(Supplied data begins)

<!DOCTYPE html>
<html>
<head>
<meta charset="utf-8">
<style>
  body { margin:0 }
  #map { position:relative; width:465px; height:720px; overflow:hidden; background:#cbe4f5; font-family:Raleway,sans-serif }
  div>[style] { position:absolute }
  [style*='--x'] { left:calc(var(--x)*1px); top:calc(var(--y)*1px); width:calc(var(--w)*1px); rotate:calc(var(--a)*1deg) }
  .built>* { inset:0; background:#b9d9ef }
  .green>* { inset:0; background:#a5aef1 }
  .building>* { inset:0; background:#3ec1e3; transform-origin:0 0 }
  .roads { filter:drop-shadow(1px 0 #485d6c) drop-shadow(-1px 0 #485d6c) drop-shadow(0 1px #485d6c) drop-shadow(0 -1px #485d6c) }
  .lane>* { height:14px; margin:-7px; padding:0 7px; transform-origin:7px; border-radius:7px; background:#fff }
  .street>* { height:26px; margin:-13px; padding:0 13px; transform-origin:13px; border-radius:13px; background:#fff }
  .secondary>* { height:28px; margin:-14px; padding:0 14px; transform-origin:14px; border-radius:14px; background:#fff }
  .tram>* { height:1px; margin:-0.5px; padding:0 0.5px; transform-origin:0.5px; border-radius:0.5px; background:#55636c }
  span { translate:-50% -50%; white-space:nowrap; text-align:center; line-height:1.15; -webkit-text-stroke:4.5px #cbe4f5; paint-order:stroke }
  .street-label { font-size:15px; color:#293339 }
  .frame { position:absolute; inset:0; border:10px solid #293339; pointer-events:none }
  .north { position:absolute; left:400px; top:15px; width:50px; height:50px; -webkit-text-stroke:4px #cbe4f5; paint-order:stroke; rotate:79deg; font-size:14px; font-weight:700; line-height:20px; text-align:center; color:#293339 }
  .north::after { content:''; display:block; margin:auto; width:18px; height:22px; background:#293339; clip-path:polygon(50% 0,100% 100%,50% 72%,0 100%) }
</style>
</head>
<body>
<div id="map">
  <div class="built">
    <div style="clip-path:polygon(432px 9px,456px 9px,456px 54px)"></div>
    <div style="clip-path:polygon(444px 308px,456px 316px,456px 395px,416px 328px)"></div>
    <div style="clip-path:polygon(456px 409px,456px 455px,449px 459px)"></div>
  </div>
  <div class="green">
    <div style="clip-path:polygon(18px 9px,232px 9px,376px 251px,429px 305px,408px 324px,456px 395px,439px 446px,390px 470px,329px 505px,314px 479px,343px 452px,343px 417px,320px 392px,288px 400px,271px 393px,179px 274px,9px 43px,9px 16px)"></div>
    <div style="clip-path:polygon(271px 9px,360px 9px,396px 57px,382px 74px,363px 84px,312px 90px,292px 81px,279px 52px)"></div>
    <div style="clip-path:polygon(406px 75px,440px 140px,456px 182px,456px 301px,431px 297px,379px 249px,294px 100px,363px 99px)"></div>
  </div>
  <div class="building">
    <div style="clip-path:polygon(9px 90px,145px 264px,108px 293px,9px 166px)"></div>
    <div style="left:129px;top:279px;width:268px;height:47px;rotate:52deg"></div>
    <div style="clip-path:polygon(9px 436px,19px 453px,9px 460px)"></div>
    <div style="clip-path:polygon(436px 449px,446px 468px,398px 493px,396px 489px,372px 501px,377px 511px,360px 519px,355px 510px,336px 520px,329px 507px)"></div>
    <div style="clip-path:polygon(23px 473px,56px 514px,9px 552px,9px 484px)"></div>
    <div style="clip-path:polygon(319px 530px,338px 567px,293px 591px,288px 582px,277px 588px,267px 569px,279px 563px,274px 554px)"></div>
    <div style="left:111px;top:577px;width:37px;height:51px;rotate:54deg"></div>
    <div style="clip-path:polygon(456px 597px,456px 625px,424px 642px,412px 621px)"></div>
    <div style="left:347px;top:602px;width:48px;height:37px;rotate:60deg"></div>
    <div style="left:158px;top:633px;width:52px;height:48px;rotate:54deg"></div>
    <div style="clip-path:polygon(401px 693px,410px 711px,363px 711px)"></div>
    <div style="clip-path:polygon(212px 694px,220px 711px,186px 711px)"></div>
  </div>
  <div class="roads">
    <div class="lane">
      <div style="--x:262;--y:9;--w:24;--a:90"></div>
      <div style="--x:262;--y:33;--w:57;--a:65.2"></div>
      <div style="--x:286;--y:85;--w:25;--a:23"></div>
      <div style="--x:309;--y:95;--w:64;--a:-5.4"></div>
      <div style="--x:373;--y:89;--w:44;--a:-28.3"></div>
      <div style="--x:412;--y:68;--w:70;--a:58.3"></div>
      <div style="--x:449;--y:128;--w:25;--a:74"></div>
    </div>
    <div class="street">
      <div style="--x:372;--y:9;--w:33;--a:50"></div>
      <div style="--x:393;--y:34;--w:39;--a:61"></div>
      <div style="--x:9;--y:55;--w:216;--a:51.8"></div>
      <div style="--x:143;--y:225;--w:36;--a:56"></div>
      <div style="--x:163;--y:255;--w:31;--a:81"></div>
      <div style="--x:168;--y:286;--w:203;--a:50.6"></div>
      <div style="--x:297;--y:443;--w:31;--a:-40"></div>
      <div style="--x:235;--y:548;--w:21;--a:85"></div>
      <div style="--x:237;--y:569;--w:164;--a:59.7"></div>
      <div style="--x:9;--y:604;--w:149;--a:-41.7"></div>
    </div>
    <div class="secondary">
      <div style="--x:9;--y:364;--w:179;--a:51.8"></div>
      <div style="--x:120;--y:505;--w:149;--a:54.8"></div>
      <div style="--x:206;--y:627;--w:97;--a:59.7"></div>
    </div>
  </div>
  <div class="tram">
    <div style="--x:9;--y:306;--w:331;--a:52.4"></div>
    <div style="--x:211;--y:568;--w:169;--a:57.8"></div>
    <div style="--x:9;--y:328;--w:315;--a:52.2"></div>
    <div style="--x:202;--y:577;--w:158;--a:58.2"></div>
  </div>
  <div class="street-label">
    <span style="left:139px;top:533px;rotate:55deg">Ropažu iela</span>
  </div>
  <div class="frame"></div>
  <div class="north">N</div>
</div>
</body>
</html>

(Supplied data ends)
(Supplied data begins)

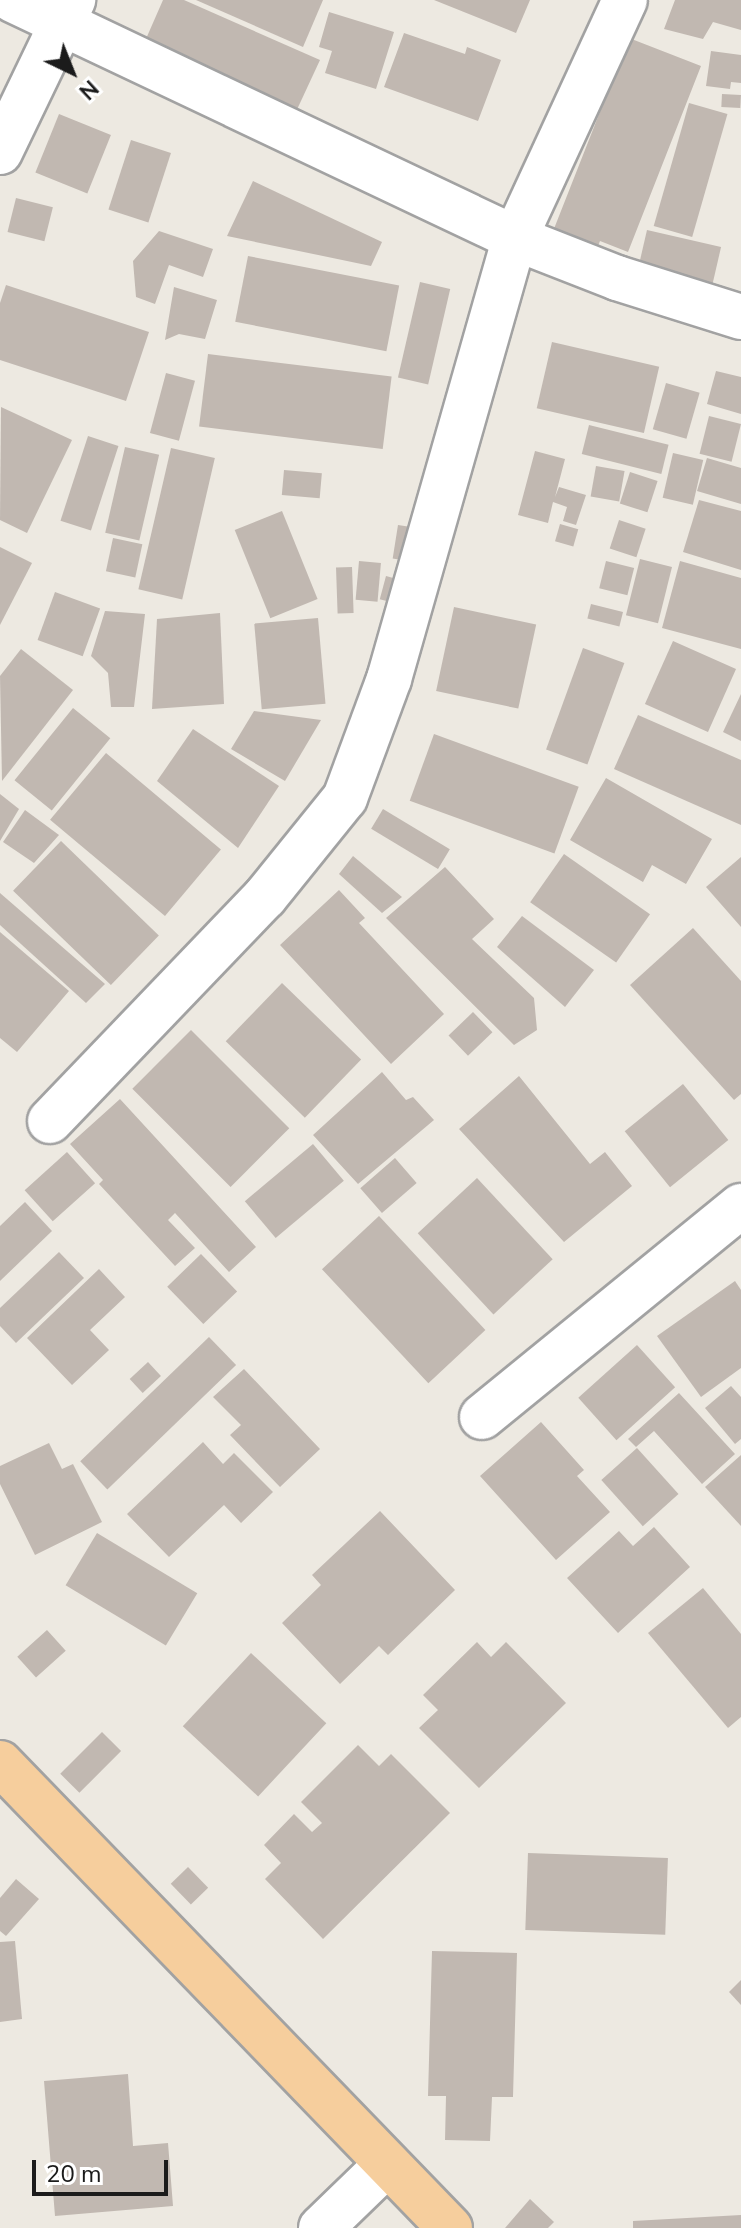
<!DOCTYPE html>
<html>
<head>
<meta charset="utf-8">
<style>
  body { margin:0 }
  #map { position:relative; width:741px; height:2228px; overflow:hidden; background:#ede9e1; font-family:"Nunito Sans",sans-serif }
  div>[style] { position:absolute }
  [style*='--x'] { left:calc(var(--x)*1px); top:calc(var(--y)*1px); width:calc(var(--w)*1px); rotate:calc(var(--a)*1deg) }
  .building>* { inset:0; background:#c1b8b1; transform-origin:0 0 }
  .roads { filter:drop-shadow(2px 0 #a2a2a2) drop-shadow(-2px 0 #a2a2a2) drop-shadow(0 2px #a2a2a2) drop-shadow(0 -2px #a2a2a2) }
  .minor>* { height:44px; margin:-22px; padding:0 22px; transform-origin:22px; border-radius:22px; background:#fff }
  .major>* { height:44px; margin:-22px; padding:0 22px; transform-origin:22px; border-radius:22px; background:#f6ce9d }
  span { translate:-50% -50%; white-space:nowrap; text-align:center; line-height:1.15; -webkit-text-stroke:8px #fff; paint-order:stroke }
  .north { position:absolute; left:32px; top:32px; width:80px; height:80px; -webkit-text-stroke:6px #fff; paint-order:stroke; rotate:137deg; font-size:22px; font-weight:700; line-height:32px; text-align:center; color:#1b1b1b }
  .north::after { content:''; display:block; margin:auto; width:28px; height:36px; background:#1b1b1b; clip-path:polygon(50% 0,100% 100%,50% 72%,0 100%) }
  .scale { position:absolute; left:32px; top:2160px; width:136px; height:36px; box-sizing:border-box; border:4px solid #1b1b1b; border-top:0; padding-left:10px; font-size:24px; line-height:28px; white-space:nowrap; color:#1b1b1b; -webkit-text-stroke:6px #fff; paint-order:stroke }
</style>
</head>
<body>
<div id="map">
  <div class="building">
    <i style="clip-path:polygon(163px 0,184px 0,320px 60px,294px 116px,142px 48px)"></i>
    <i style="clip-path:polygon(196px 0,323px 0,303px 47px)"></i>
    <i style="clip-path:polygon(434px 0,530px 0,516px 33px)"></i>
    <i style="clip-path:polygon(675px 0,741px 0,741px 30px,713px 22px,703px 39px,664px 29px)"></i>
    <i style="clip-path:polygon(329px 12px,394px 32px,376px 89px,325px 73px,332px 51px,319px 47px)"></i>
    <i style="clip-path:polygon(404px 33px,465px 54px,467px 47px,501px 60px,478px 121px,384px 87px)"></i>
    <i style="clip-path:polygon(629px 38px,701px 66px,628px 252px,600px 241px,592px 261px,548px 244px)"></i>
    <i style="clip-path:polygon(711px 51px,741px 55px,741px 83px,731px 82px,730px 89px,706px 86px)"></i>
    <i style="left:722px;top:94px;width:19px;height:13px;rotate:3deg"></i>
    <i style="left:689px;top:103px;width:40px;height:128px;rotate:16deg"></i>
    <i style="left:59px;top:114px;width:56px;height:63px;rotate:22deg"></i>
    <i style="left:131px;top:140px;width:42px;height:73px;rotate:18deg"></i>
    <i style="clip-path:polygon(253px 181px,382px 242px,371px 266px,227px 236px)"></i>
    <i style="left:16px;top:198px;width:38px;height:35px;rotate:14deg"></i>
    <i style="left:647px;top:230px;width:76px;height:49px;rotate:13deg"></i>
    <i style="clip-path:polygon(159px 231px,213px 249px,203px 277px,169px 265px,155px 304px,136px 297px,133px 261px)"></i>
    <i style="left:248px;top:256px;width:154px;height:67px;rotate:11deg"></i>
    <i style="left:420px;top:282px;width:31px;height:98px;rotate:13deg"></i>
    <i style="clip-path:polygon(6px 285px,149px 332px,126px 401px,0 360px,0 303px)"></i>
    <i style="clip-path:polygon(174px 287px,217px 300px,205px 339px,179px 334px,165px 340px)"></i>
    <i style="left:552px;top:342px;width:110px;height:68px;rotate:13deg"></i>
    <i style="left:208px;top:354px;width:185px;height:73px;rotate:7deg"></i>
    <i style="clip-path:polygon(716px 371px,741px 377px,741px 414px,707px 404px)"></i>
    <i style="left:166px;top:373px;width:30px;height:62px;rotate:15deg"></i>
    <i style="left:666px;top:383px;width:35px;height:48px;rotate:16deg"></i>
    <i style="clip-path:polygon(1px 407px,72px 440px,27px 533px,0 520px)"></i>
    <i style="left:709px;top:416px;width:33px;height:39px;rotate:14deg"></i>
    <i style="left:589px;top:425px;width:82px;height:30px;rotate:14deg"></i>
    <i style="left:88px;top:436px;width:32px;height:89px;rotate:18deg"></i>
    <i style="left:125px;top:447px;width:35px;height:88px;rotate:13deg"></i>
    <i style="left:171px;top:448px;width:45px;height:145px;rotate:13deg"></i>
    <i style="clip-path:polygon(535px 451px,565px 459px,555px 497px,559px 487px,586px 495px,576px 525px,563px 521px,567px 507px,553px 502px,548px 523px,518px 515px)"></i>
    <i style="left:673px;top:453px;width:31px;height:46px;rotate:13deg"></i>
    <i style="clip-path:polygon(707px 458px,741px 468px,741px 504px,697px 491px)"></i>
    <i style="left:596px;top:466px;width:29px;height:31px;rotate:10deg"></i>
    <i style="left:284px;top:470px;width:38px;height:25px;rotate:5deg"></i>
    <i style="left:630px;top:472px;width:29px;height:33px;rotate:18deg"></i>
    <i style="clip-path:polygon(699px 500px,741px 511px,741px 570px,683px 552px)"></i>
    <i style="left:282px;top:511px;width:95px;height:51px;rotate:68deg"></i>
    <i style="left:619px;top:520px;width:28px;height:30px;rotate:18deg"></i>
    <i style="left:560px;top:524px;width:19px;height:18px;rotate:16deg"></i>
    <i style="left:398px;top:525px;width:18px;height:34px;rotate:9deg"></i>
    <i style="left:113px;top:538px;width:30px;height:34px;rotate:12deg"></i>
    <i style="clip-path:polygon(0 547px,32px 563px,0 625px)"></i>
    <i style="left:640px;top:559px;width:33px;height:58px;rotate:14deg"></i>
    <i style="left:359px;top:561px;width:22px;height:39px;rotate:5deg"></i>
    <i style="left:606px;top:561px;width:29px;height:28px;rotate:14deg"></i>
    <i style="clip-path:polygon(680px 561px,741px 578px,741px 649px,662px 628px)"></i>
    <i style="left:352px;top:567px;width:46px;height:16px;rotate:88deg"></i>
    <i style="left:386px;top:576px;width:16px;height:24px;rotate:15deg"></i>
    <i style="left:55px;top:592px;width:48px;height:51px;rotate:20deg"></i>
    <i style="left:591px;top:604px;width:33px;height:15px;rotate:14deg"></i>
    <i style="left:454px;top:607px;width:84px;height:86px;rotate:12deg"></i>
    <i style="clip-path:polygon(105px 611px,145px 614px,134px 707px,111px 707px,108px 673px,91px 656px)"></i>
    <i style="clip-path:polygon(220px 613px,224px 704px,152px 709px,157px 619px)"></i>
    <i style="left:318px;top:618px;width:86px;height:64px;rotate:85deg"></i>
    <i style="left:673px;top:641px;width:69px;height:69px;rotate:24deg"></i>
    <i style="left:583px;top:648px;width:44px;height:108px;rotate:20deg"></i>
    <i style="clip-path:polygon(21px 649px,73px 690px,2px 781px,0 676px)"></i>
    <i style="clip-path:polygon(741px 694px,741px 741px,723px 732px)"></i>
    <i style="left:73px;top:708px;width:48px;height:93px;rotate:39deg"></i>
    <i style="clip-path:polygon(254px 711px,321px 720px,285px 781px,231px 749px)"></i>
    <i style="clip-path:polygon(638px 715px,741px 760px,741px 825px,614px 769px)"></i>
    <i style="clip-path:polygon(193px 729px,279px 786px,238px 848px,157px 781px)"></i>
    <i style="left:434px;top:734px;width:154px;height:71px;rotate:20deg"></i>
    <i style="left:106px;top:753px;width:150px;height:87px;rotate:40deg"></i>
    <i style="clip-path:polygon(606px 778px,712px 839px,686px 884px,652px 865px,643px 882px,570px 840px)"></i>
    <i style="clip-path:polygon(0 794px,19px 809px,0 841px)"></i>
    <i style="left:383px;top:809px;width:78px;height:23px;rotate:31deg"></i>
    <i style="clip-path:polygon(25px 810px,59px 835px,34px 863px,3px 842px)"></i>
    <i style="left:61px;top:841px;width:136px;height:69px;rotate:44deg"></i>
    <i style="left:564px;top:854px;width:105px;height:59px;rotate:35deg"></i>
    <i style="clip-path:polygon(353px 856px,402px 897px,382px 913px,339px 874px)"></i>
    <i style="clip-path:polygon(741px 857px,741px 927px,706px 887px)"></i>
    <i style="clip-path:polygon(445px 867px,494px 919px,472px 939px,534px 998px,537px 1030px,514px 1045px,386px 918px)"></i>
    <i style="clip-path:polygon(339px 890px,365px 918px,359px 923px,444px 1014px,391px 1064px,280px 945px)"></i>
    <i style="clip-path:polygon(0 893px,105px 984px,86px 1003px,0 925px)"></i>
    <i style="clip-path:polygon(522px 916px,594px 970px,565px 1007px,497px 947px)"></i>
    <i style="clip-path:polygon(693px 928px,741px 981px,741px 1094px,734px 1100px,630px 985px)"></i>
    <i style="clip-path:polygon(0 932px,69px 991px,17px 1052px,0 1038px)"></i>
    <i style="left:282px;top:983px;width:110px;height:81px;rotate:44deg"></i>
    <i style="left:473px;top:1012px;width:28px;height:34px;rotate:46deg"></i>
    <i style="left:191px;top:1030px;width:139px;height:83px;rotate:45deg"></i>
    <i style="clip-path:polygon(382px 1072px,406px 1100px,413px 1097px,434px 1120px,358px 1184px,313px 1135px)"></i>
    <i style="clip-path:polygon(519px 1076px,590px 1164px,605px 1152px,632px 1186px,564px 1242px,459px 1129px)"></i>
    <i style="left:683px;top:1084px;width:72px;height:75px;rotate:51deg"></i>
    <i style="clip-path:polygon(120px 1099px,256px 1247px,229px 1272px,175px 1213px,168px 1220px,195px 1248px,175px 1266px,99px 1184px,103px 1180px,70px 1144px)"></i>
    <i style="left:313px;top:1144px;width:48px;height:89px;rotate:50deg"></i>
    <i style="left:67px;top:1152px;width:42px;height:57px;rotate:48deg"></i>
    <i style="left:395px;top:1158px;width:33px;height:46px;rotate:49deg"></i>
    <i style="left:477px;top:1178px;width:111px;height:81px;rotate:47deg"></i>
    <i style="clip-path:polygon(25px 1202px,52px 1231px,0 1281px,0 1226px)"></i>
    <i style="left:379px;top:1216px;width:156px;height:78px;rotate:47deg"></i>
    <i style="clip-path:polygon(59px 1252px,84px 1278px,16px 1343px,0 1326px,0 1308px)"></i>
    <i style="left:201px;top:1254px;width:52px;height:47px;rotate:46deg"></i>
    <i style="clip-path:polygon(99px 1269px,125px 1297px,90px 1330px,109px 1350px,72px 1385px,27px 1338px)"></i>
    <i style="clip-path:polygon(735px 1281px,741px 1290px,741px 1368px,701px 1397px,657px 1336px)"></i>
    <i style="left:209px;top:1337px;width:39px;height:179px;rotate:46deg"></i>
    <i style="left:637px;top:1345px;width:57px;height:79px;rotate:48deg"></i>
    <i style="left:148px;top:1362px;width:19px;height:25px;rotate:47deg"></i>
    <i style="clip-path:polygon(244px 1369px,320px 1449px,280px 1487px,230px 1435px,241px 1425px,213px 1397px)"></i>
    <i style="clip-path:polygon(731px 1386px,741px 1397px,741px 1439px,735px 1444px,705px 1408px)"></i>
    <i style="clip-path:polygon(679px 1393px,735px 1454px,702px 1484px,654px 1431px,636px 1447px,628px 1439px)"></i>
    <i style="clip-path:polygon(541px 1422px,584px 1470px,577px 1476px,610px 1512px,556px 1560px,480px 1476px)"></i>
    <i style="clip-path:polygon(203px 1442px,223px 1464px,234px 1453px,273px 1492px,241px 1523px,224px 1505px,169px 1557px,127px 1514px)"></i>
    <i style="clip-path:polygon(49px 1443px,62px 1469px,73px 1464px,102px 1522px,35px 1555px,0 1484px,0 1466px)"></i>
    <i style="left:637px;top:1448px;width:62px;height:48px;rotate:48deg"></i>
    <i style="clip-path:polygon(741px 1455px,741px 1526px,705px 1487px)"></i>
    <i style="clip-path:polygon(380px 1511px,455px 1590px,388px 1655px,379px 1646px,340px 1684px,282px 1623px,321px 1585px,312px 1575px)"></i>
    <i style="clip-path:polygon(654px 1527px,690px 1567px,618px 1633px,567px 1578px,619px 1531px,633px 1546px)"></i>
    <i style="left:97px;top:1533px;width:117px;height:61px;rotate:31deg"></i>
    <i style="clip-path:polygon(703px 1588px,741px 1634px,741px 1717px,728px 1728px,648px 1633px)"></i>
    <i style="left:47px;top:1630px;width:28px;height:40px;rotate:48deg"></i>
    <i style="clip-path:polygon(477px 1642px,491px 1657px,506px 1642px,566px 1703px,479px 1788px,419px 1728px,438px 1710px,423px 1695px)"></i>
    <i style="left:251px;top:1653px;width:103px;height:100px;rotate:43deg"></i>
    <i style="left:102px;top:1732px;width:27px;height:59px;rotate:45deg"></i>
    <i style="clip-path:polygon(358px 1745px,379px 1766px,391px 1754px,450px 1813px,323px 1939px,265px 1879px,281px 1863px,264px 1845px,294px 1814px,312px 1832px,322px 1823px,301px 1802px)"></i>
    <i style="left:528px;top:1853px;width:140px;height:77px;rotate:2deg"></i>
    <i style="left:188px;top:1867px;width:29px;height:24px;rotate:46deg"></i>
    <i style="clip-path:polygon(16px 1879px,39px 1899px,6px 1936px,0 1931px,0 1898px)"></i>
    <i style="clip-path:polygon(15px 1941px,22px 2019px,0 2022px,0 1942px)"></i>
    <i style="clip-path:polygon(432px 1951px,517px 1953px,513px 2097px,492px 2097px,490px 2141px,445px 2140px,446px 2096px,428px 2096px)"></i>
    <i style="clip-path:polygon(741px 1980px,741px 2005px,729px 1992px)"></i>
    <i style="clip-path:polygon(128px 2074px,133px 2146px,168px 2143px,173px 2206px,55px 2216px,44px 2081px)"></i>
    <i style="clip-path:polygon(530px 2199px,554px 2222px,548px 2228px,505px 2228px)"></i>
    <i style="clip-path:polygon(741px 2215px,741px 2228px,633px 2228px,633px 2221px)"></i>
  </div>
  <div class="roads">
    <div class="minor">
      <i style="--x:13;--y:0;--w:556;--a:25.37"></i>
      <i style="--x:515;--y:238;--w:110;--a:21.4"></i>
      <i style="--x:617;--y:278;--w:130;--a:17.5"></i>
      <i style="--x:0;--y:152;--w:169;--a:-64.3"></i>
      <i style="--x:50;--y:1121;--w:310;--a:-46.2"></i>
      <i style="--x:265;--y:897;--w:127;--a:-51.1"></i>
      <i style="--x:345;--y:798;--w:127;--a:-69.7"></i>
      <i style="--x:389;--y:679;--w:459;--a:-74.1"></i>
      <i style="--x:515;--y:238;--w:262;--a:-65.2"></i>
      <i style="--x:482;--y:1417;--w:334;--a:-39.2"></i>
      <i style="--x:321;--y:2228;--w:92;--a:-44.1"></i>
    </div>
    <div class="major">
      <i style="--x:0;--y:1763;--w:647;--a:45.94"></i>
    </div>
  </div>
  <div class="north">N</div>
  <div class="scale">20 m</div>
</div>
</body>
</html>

(Supplied data ends)

Prompt → If a line in the records above contains the string "sans", copy that line out.

Exercise response →
  #map { position:relative; width:465px; height:720px; overflow:hidden; background:#cbe4f5; font-family:Raleway,sans-serif }
  #map { position:relative; width:741px; height:2228px; overflow:hidden; background:#ede9e1; font-family:"Nunito Sans",sans-serif }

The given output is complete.